After their disastrous first encounter leaves these oddballs stuck in prison, they forge an uneasy alliance to escape and sell the orb to the highest bidder before Ronan can get to them. The banter between the characters is amusingly combative, with each trying to one up the other, and coming from such a bizarre mix of creatures is never less than endearing, even when they resort to simply shouting at one another for extended periods of their conversations. That is except for Groot, who is for the most part, portrayed as a largely oblivious, benign puppy dog who only displays his more fearsome capabilities when he is in combat. When he does spring into action however, he does so with just as much crazed glee, if not more, than his friends and to great comic effect.

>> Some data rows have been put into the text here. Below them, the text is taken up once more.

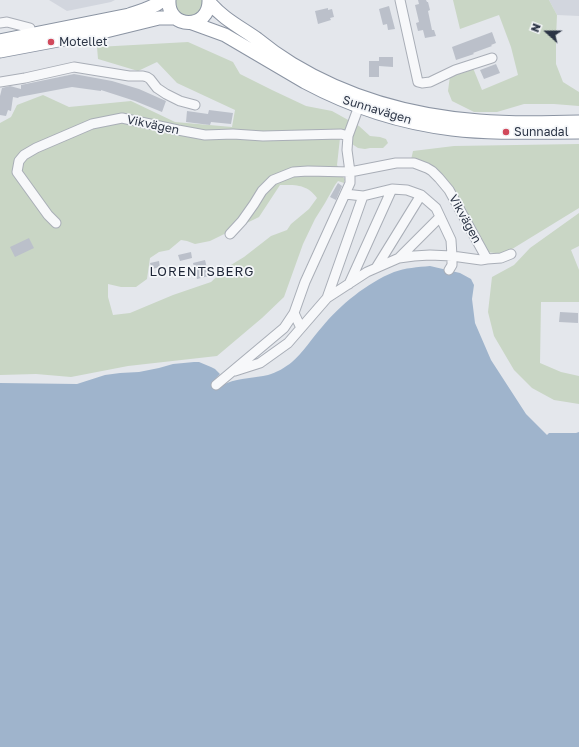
<!DOCTYPE html>
<html>
<head>
<meta charset="utf-8">
<style>
	body { margin:0 }
	#map { position:relative; width:579px; height:747px; overflow:hidden; background:#e4e7ec; font-family:"Golos Text",sans-serif }
	canvas { display:block }
	.north { position:absolute; left:527px; top:12px; width:40px; height:40px; -webkit-text-stroke:3px #f4f6f9; paint-order:stroke; rotate:291deg; font-size:11px; font-weight:700; line-height:16px; text-align:center; color:#2b3445 }
	.north::after { content:''; display:block; margin:auto; width:14px; height:18px; background:#2b3445; clip-path:polygon(50% 0,100% 100%,50% 72%,0 100%) }
</style>
</head>
<body>
<div id="map">
<canvas width="579" height="747"></canvas>
<div class="north">N</div>
</div>
<script>
const ctx = document.querySelector('canvas').getContext('2d');
ctx.lineJoin = 'round';
function paint(path, color) {
  ctx.fillStyle = color;
  ctx.fill(path, 'evenodd');
}
function stroke(path, color, width, dash) {
  ctx.strokeStyle = color;
  ctx.lineWidth = width;
  ctx.lineCap = dash ? 'butt' : 'round';
  ctx.setLineDash(dash || []);
  ctx.stroke(path);
}
function drawText(font, color, halo, rows, align = 'center') {
  ctx.font = font + ' "Golos Text",sans-serif';
  ctx.lineWidth = 3.5;
  ctx.setLineDash([]);
  ctx.textBaseline = 'middle';
  ctx.strokeStyle = halo;
  ctx.fillStyle = color;
  for (const [text, x, y, turn = 0] of rows) {
    ctx.save();
    ctx.translate(x, y);
    ctx.rotate((+turn || 0) * Math.PI / 180);
    ctx.textAlign = isNaN(turn) ? turn : align;
    if (halo) ctx.strokeText(text, 0, 0);
    ctx.fillText(text, 0, 0);
    ctx.restore();
  }
}
const built = new Path2D(`
	M 49,0 L 115,0 L 111,2 L 67,11 Z
	M 549,0 L 579,0 L 579,16 L 557,15 Z`);
const green = new Path2D(`
	M 175,0 L 203,0 L 203,5 L 200,13 L 188,18 L 178,12 Z
	M 453,0 L 549,0 L 557,15 L 556,38 L 556,64 L 563,82 L 579,92 L 579,106 L 554,104 L 524,104 L 497,112 L 474,112 L 452,101 L 448,91 L 450,76 L 473,68 L 482,90 L 518,75 L 511,47 L 499,15 L 460,29 Z
	M 188,42 L 233,62 L 240,74 L 272,90 L 306,106 L 332,111 L 359,126 L 370,136 L 380,137 L 386,139 L 388,143 L 383,148 L 370,148 L 365,149 L 358,148 L 352,144 L 351,138 L 340,138 L 337,165 L 343,177 L 345,179 L 344,183 L 338,181 L 335,185 L 325,203 L 315,219 L 303,244 L 284,297 L 262,318 L 217,356 L 128,366 L 71,377 L 36,374 L 0,375 L 0,123 L 11,117 L 17,105 L 43,95 L 69,107 L 131,101 L 175,122 L 232,127 L 235,110 L 177,83 L 157,62 L 138,71 L 98,59 L 97,47 ZM 280,185 C 296,185 307,184 317,198 L 309,209 L 291,224 L 287,230 L 271,236 L 244,257 L 226,268 L 211,282 L 173,295 L 130,313 L 113,315 L 108,297 L 108,284 L 121,287 L 136,287 L 147,279 L 150,258 L 159,252 L 169,250 L 181,240 L 187,241 L 195,244 L 210,241 L 259,217 Z
	M 579,144 L 579,208 L 504,254 L 486,252 L 451,189 L 411,160 L 413,151 L 454,146 Z
	M 579,213 L 579,246 L 571,250 L 579,270 L 579,302 L 541,302 L 540,363 L 561,372 L 579,376 L 579,404 L 554,400 L 532,388 L 514,370 L 494,336 L 488,312 L 492,277 L 514,265 L 530,248 Z`);
const water = new Path2D(`
	M 430,266 L 460,273 L 471,279 L 474,285 L 472,299 L 475,323 L 491,360 L 526,414 L 547,435 L 549,433 L 576,433 L 579,432 L 579,747 L 0,747 L 0,383 L 77,384 L 105,375 L 120,373 L 139,372 L 159,368 L 173,364 L 194,362 L 199,362 L 211,367 L 215,369 L 220,374 L 211,384 L 216,389 C 220,387 223,385 227,383 C 240,378 255,378 268,375 C 276,373 286,367 292,362 C 302,354 313,337 322,327 C 340,305 367,283 394,272 C 405,268 418,267 430,266 Z`);
const building = new Path2D(`
	M 418,0 L 426,0 L 427,2 L 428,2 L 430,10 L 428,11 L 432,30 L 434,30 L 436,36 L 425,38 L 423,30 L 418,31 L 416,23 L 419,22 L 415,5 L 419,4 Z
	M 389,6 L 395,29 L 388,30 L 387,24 L 383,25 L 379,9 Z
	M 328,8 L 328,10 L 332,9 L 334,17 L 330,18 L 331,20 L 318,24 L 315,11 Z
	M 492,32 L 496,43 L 491,45 L 492,46 L 473,53 L 474,54 L 456,60 L 452,47 Z
	M 379,57 L 393,57 L 393,67 L 379,66 L 379,77 L 369,77 L 369,61 L 379,61 Z
	M 496,64 L 500,73 L 484,79 L 480,70 Z
	M 74,74 L 112,81 L 139,89 L 166,101 L 162,112 L 135,101 L 101,90 L 101,91 L 72,87 L 19,97 L 18,98 L 13,97 L 11,111 L 8,110 L 6,116 L 0,115 L 0,96 L 2,88 L 10,86 L 21,89 L 21,85 Z
	M 209,110 L 233,113 L 231,124 L 211,122 L 210,125 L 186,122 L 187,111 L 208,114 Z
	M 338,183 L 342,186 L 336,200 L 330,197 Z
	M 29,238 L 34,248 L 15,257 L 10,247 Z
	M 191,252 L 192,258 L 180,261 L 178,255 Z
	M 205,260 L 209,276 L 197,279 L 193,263 Z
	M 159,261 L 160,267 L 152,269 L 150,263 Z
	M 560,312 L 578,313 L 578,323 L 559,322 Z`);
const minor = new Path2D(`
	M 400,0 L 418,82 L 422,83 L 430,82 L 455,70 L 492,58
	M 0,23 L 7,22 L 30,28
	M 0,82 L 25,78 L 74,67 L 129,76 L 143,76 L 147,77 L 150,79 L 157,88 L 166,94 L 180,101 L 195,105
	M 348,136 L 359,106
	M 345,194 L 363,196 L 392,189 L 407,190 L 421,195 L 436,208 L 451,240 L 452,256 L 452,265 L 449,270
	M 56,223 L 48,215 L 17,172 L 19,161 L 24,155 L 36,148 L 92,124 L 122,118 L 178,130 L 205,135 L 233,134 L 263,136 L 341,134 L 348,136 L 347,150 L 350,172 L 350,183 L 305,282 L 294,313 L 301,328 L 327,298 L 367,272 L 399,258 L 414,256 L 430,255 L 452,256 L 481,260 L 487,259
	M 230,234 L 242,221 L 254,204 L 262,191 L 273,180 L 293,172 L 308,171 L 350,172 L 396,163 L 414,163 L 427,168 L 432,171 L 439,178 L 449,190 L 487,259 L 501,258 L 511,254
	M 399,258 L 440,217
	M 376,268 L 421,195
	M 349,284 L 392,189
	M 327,298 L 363,196
	M 235,371 L 260,363 L 288,343 L 301,328
	M 216,385 L 284,328 L 294,313`);
const highway = new Path2D(`
	M 169,0 C 167,30 210,30 209,0
	M 209,2 C 222,18 240,27 257,39 C 268,48 279,56 292,64 C 348,98 413,116 479,121 C 512,124 546,123 579,122
	M 192,23 L 225,35 L 305,82 C 350,106 401,123 452,129 C 494,134 537,132 579,132
	M 0,41 L 129,15 C 141,11 153,8 163,0
	M 0,51 L 106,31 L 159,18 L 175,18`);
const markers = [
	[51,42,4,"#d1495b"],
	[506,132,4,"#d1495b"]
];
const poiNames = [
	["Motellet",59,42],
	["Sunnadal",514,132]
];
const streetNames = [
	["Sunnavägen",377,110,17],
	["Vikvägen",153,125,12],
	["Vikvägen",465,219,61]
];
const neighbourhoodNames = [
	["LORENTSBERG",202,272]
];
paint(built, '#d2d6de');
paint(green, '#c9d6c5');
paint(water, '#9fb4cc');
paint(building, '#bbc0ca');
stroke(minor, '#a9aeb7', 11);
stroke(highway, '#8b94a3', 15);
stroke(minor, '#f7f8fa', 9);
stroke(highway, '#fff', 13);
for (const [x, y, r, color] of markers) {
  const dot = new Path2D();
  dot.arc(x, y, r, 0, 2 * Math.PI);
  ctx.fillStyle = color;
  ctx.fill(dot);
  stroke(dot, '#f4f6f9', 1.5);
}
drawText('12px', '#2b3445', '#f4f6f9', poiNames, 'left');
drawText('12px', '#2b3445', '#f4f6f9', streetNames);
ctx.letterSpacing = '1px';
drawText('13px', '#1d2536', '#f4f6f9', neighbourhoodNames);
ctx.letterSpacing = '0px';
</script>
</body>
</html>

It is in the space prison where the team meet the last member of the team who goes by the slightly worrisome name of Drax the Destroyer. Drax is a knife keen, literal minded alien who does not understand the concept of metaphors, and in an unexpected turn of events, turns out to be the funniest of the group as a result. He nabs many of the best lines and former wrestler Dave Batista turns in a surprisingly comedic performance for such a tower of muscle. In fact the only member of the Guardians who doesn’t quite fizz as much as the others is Gamora who is sadly saddled with the majority of the moral conscience of the group.

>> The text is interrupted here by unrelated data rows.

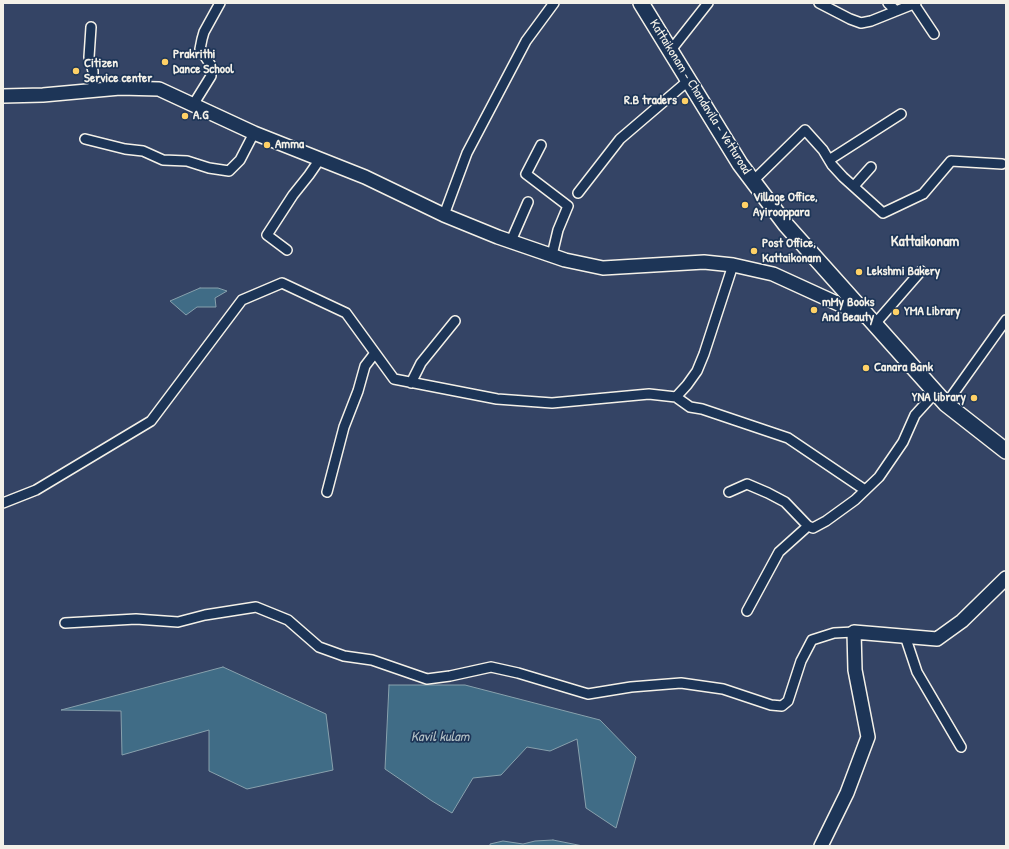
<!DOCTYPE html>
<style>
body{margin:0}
#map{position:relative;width:1009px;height:849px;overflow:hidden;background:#344465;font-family:"Patrick Hand",sans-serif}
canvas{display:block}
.frame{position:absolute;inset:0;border:4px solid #f4f1e8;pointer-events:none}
</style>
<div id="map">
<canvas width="1009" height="849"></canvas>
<div class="frame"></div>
</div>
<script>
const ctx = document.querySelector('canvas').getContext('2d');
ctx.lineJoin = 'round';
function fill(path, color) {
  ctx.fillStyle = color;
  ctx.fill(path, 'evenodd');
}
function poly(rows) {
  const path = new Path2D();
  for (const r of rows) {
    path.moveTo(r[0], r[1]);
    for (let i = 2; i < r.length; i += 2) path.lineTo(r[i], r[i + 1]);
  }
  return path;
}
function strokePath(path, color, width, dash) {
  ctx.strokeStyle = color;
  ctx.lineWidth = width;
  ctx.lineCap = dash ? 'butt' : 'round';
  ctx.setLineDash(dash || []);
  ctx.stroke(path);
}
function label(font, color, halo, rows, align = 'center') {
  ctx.font = font + ' "Patrick Hand",sans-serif';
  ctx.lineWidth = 3.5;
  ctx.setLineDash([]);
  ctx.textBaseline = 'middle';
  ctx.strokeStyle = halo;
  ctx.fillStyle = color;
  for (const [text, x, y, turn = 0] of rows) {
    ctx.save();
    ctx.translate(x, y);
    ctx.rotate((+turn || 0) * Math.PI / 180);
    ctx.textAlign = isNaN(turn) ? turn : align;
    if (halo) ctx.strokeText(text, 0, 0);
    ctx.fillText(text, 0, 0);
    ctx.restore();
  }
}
const water = poly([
 [200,288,218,288,227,291,215,298,216,307,197,307,186,315,170,301,200,288],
 [223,667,326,714,333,770,247,789,209,771,209,730,122,755,121,711,61,710,223,667],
 [389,685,465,685,600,720,636,757,616,828,586,808,577,739,550,751,527,747,501,775,473,778,452,813,432,801,385,769,389,685],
 [553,840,583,846,490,846,490,844,503,841,523,844,535,841,553,840]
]);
const street = poly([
 [819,3,850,19,861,23,871,21,916,3],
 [888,3,896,11],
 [914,4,934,34],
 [91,27,89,57,93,71,93,91],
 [671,50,708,3],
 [193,105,211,76,210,64,200,49,202,39,204,32,220,3],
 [85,139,125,149,143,151,163,160,187,161,209,168,229,171,240,160,254,133],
 [541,145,526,174,568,206,558,230,552,255],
 [829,160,901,114],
 [753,181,805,130,823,150,832,165,843,177,883,213,923,194,951,161,1002,164],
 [854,186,871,167],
 [578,193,620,139,689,80],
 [444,215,467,153,526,41,554,3],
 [511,241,528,202],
 [287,250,267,235,293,195,309,175,320,159],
 [874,325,921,271],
 [411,383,421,363,455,321],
 [676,397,690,407,702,409,788,438,865,490],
 [946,404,1006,320],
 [327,492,344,427,358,391,365,366,375,353],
 [729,492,747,484,768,493,785,502,808,526,813,528,826,521,855,500,879,477,903,442,915,415,935,393],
 [3,503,36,490,151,421,242,300,282,283,346,313,394,379,497,399,552,403,649,394,676,397,687,385,697,371,704,354,733,265],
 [747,611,779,552,808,526],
 [65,623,136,619,178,622,205,615,256,607,288,620,319,647,344,656,372,660,427,679,450,676,491,667,518,673,588,694,631,687,681,683,723,689,771,705,782,706,788,701,801,661,812,640,834,633,854,632],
 [905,636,917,672,961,747]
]);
const secondary = poly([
 [3,96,43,95,120,88,159,89,254,133,365,177,444,215,498,237,565,260,603,268,704,262,733,265,773,274,867,317],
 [821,846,847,793,868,737,855,670,854,632,937,639,962,621,1006,578]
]);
const primary = poly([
 [641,3,740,164,786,225,946,404,1006,451]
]);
const markers = [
 [165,62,4,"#ffd166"],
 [76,71,4,"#ffd166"],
 [685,101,4,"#ffd166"],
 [185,116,4,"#ffd166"],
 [267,145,4,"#ffd166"],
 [745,205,4,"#ffd166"],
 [754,251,4,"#ffd166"],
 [859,272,4,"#ffd166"],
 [814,310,4,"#ffd166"],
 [896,312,4,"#ffd166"],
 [866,368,4,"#ffd166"],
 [974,398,4,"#ffd166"]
];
const poiNames = [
 ["Prakrithi",173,55],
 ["Dance School",173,70],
 ["Citizen",84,64],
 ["Service center",84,79],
 ["R.B traders",677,101,"right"],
 ["A.G",193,116],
 ["Amma",275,145],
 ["Village Office,",753,198],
 ["Ayirooppara",753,213],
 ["Post Office,",762,244],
 ["Kattaikonam",762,259],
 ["Lekshmi Bakery",867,272],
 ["mMy Books",822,303],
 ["And Beauty",822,318],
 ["YMA Library",904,312],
 ["Canara Bank",874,368],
 ["YNA library",966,398,"right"]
];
const streetNames = [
 ["Kattaikonam - Chandavila - Vetturoad",700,97,58]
];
const waterNames = [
 ["Kavil kulam",440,737]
];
const quarterNames = [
 ["Kattaikonam",925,242]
];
fill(water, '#406c86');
strokePath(water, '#88a1ad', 1);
strokePath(street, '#f4f1e8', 12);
strokePath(secondary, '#f4f1e8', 16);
strokePath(primary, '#f4f1e8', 18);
strokePath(street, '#1d3557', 9);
strokePath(secondary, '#1d3557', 13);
strokePath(primary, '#1d3557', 15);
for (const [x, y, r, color] of markers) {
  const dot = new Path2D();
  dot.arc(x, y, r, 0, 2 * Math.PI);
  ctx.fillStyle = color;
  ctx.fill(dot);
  strokePath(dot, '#1d3557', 1.5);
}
label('bold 13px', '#f4f1e8', '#1d3557', poiNames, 'left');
label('13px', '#f4f1e8', '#1d3557', streetNames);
label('italic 14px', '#b5c2c6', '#1d3557', waterNames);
label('bold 15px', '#f4f1e8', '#1d3557', quarterNames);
</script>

It’s not all the fun and games though. As the Guardians bicker and play, Ronan and his forces close in for the kill. Ronan is played ably by Lee Pace, who fares better here than he has in the Hobbit Trilogy, but at times suffers for being so darkly serious in a film so rambunctious in every other detail. He is a gloomy, emo RADA reject residing in a monochrome ship sailing in a sea of technicolour. This was surely deliberate, but unfortunately the films tends to grind to halt when the bad guys show up, rather than tighten with tension. Former Dr. Who companion Karen Gillan is under served in a poorly written (tho beautifully designed) role that largely boils down to her screaming rote bad guy lines such as “Find them!”, “Get them!” and so on.

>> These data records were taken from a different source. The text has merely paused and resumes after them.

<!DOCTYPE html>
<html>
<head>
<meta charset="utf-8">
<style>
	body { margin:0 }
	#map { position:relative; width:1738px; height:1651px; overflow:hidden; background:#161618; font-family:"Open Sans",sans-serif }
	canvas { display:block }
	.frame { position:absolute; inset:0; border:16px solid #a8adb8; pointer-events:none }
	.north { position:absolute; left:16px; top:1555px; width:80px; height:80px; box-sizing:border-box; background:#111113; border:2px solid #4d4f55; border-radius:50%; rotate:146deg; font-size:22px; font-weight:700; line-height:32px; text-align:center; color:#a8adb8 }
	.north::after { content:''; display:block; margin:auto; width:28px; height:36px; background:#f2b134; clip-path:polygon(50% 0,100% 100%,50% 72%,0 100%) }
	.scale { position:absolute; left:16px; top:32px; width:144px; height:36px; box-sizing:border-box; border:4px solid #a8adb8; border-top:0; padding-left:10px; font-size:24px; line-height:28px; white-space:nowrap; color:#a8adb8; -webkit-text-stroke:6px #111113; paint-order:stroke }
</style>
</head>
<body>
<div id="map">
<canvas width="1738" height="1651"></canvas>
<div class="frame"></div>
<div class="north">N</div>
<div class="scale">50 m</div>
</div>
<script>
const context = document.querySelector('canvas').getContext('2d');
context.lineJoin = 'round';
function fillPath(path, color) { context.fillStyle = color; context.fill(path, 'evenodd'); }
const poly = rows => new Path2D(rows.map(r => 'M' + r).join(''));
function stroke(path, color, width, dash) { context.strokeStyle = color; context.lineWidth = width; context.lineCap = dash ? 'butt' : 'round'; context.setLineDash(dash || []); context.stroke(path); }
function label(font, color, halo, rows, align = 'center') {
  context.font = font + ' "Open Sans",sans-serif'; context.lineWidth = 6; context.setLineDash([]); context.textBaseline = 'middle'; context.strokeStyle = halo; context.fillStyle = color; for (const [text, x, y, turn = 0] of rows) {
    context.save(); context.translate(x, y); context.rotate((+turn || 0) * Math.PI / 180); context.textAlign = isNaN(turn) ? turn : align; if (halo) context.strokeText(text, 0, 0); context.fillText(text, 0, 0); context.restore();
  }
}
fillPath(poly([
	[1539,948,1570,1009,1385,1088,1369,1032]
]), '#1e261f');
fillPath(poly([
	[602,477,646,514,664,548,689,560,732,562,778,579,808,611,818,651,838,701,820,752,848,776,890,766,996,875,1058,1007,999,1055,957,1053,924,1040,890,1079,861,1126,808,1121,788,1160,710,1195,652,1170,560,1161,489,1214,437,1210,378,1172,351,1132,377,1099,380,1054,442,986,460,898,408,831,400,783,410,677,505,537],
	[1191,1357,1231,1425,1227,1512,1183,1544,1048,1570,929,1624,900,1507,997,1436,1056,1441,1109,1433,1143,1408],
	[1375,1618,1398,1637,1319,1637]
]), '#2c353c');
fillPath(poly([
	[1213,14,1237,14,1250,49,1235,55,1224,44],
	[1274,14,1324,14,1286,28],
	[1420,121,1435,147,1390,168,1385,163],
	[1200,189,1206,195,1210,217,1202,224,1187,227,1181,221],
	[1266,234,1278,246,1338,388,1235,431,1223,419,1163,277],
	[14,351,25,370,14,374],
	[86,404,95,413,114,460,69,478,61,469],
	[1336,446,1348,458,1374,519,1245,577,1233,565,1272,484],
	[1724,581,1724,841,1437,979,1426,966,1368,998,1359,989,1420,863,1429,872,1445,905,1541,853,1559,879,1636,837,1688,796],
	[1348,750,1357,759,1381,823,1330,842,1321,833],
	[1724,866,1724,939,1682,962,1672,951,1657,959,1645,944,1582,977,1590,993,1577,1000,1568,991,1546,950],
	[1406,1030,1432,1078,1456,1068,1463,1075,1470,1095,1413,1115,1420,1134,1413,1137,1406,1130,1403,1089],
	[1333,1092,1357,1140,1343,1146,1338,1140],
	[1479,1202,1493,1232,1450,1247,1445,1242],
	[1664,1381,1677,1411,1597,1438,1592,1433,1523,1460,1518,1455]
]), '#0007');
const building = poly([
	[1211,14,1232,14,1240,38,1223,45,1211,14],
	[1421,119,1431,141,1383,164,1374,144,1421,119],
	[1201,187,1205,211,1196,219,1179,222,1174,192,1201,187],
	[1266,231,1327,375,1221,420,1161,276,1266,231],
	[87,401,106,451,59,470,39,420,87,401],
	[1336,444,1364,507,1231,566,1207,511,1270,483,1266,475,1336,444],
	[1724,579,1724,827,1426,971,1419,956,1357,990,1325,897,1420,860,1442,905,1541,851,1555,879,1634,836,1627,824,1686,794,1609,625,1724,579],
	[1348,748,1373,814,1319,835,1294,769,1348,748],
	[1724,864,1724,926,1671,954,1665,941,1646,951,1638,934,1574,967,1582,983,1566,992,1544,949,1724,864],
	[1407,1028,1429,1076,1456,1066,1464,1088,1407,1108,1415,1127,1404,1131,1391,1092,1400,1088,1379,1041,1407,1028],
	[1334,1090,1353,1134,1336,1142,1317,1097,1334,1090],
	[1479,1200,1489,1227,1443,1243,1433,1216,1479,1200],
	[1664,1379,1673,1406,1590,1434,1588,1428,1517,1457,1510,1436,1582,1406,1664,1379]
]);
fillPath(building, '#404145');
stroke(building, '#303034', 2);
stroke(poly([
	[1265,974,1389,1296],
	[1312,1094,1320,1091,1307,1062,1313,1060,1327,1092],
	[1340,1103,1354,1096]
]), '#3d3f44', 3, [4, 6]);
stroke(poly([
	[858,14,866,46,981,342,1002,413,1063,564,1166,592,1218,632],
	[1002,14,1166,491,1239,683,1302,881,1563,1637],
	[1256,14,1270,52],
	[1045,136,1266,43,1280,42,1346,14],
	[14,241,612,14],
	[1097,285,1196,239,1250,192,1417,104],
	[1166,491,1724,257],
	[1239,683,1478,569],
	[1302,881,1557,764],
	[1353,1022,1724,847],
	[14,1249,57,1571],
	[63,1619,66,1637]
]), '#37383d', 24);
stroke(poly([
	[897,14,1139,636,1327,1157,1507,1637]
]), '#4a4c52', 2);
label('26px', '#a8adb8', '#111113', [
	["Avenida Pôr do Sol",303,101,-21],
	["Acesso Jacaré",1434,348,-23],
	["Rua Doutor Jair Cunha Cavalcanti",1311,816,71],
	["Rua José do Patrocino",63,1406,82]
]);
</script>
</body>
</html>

It’s not just evil that gets short changed, many of the supporting characters get little to do. Michael Rooker as Yondu fares best but could have just as easily been excised from the film entirely while John C. Reilly and Glenn Close are almost completely wasted. Benicio Del Toro turns in a suitably bizarre performance as The Collector but is on-screen for all of five minutes. This is doubly frustrating as much of the plot revolves around his character and marks out the films only real problem. The plot is as messy as the characters. It’s not a complex plot, or a particularly over stuffed one, but Gunn is so in love with Guardians that he seems to be in a rush to get them to the next scene or the next plot point before they’ve had time to earn it. It’s down to much of the quality of the dialogue and the acting that the switch from enemies, to weary allies, to friends is at all convincing as very little actually happens to bond the group. Several plot points occur largely because it feels like ‘something needed to explode now’ and undercuts how surprisingly smart much of the rest of the film and its execution is. It’s oddly endearing however, the film, like the Guardians themselves is messy, not as stupid as you might expect, but not quite as clever as it thinks it is either.

In terms of the cinematography, production design, make up and visual effects the film is masterfully done though and a constant visual feast. This does occasionally affect some of the larger set pieces, with some locales being so dense and busy with information that some of the action became hard to discern. That said, there is always a good quip or sight gag just around the corner so the action never become tedious, only a little noisy at times. This remains a shame though as there was an opportunity for a bit more invention in the action scenes that hopefully the now inbound sequel will provide.

Indeed the certainty of a sequel with the Guardians now fully, joyously established is a tantalising prospect. Whatever they do, good, bad, or a bit of both, it can’t come soon enough.